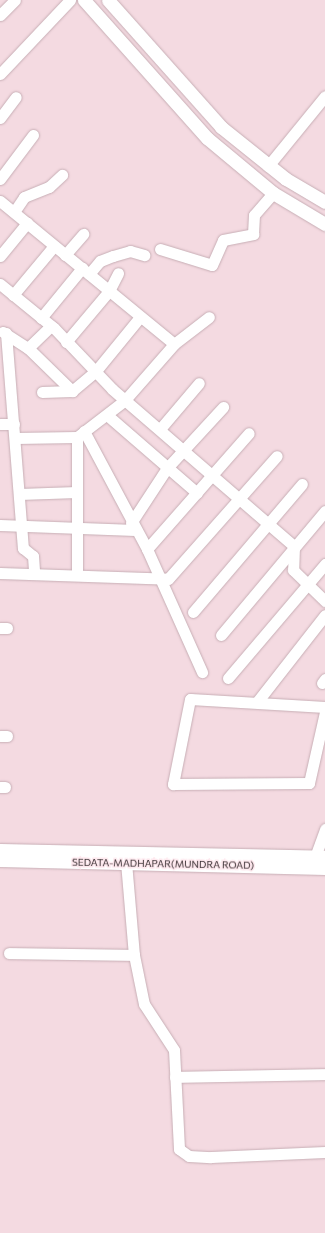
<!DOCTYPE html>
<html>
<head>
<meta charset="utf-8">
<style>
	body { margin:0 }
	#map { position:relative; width:325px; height:1233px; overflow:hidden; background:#f4dae1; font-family:Commissioner,sans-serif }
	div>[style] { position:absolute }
	.roads { filter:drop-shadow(0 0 1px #c7aeb5) drop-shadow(0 0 1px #c7aeb5) }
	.minor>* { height:11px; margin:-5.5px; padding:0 5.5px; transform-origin:5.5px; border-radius:5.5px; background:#fff }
	.major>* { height:13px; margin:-6.5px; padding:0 6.5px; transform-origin:6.5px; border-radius:6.5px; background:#fff }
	span { translate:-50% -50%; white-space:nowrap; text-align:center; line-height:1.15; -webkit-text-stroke:3px #fee8ee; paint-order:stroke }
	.street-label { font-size:10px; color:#3a3033 }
</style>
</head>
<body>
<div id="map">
	<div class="roads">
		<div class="minor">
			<div style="left:0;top:15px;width:21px;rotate:-45deg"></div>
			<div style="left:0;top:74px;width:102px;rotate:-46.6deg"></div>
			<div style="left:0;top:118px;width:26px;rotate:-53deg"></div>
			<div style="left:268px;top:166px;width:90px;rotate:-50.8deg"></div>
			<div style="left:0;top:179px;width:55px;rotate:-53.1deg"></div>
			<div style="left:0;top:201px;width:225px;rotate:39.4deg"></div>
			<div style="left:14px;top:212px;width:18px;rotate:-56deg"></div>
			<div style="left:24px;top:197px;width:27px;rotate:-22deg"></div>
			<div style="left:49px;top:187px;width:18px;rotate:-43deg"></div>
			<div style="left:160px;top:249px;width:54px;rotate:17.1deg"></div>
			<div style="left:212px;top:265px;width:27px;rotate:-66deg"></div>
			<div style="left:223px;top:240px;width:31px;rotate:-11deg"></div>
			<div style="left:253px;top:234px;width:19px;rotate:-87deg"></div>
			<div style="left:254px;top:215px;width:29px;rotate:-49deg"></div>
			<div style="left:65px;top:255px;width:28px;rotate:-49deg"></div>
			<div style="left:0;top:256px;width:43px;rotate:-50.7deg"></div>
			<div style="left:89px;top:274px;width:17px;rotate:-50deg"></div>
			<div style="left:100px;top:261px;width:14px;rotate:-21deg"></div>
			<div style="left:113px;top:256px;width:18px;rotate:-16deg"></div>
			<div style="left:130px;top:251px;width:15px;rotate:16deg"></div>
			<div style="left:0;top:284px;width:70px;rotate:39.2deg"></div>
			<div style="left:54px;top:328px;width:84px;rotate:46.4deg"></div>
			<div style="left:112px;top:389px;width:240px;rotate:40.8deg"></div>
			<div style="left:294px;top:546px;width:24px;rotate:92deg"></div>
			<div style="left:293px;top:570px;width:45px;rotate:44.1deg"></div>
			<div style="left:13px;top:295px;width:64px;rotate:-50.1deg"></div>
			<div style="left:41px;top:318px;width:65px;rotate:-50.6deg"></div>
			<div style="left:3px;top:332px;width:30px;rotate:33deg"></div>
			<div style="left:28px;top:348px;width:62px;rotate:44.3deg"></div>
			<div style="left:6px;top:333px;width:216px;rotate:85.5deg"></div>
			<div style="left:23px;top:548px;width:13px;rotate:39deg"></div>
			<div style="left:33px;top:556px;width:16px;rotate:86deg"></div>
			<div style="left:66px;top:342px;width:67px;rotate:-49.9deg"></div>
			<div style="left:109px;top:291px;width:20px;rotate:-63deg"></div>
			<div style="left:28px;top:348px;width:32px;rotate:-44deg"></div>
			<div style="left:42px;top:392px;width:30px;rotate:-2deg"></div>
			<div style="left:72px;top:391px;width:30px;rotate:-40deg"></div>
			<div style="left:95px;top:372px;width:71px;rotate:-50.7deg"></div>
			<div style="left:107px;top:415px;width:119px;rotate:40.9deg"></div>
			<div style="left:0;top:424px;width:14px"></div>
			<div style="left:160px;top:429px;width:60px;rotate:-49.7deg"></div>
			<div style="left:84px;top:431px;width:134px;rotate:61.9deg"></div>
			<div style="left:147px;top:549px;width:135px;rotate:65.9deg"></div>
			<div style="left:15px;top:438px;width:62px;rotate:-0.9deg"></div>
			<div style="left:77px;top:437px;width:61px;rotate:-37.6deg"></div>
			<div style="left:125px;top:400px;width:74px;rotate:-48.8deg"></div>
			<div style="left:174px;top:344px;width:44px;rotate:-37.6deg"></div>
			<div style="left:19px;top:494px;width:58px;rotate:-2deg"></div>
			<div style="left:131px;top:523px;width:66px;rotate:-56.8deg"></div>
			<div style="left:167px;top:468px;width:83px;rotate:-47.4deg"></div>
			<div style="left:0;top:525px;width:135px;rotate:2.1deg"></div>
			<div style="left:147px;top:549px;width:154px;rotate:-48.7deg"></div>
			<div style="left:0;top:573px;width:168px;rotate:2deg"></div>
			<div style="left:168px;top:579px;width:164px;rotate:-48.5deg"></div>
			<div style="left:77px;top:575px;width:138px;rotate:-90deg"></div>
			<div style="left:193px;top:612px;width:168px;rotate:-49.6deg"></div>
			<div style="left:0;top:628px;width:7px"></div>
			<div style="left:221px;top:635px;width:162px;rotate:-50deg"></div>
			<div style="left:228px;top:678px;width:150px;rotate:-49.6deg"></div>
			<div style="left:322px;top:683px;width:5px;rotate:-53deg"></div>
			<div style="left:257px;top:702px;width:110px;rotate:-52deg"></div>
			<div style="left:325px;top:707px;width:135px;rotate:-176.6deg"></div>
			<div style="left:190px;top:699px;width:87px;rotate:101.3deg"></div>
			<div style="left:173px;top:784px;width:136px;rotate:-0.4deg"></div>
			<div style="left:309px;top:783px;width:73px;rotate:-77.3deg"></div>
			<div style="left:0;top:736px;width:7px"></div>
			<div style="left:0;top:787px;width:5px"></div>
			<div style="left:315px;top:857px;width:30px;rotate:-70deg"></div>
			<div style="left:126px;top:862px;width:93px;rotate:85.1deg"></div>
			<div style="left:134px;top:955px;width:50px;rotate:78.5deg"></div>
			<div style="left:144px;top:1004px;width:55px;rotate:56.9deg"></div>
			<div style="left:174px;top:1050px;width:99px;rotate:87.1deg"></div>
			<div style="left:179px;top:1149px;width:12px;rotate:35deg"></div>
			<div style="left:189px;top:1156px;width:22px;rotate:3deg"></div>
			<div style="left:211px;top:1157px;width:114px;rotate:-2.5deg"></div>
			<div style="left:9px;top:953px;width:125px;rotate:0.9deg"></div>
			<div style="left:175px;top:1077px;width:150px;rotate:-1.1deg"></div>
		</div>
		<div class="major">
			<div style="left:84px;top:0;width:185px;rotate:48.3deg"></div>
			<div style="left:207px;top:138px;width:86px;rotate:39.8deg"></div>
			<div style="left:273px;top:193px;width:61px;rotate:30.8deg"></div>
			<div style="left:108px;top:0;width:170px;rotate:48.3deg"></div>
			<div style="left:221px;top:127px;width:83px;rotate:38.7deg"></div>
			<div style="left:286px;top:179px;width:45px;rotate:30.5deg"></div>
			<div style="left:0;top:850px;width:325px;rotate:1.2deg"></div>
			<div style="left:0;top:860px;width:325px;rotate:1.4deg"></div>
		</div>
	</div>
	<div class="street-label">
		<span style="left:163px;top:864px;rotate:1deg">SEDATA-MADHAPAR(MUNDRA ROAD)</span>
	</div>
</div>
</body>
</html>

★ ★ ★

* WHAT IS REQUIRED
Exact repeat, pictures omitted: give every line from the top of the records down to and including the line with "filter:drop-shadow(0 0 1px".

* RESULT BELOW
<!DOCTYPE html>
<html>
<head>
<meta charset="utf-8">
<style>
	body { margin:0 }
	#map { position:relative; width:325px; height:1233px; overflow:hidden; background:#f4dae1; font-family:Commissioner,sans-serif }
	div>[style] { position:absolute }
	.roads { filter:drop-shadow(0 0 1px #c7aeb5) drop-shadow(0 0 1px #c7aeb5) }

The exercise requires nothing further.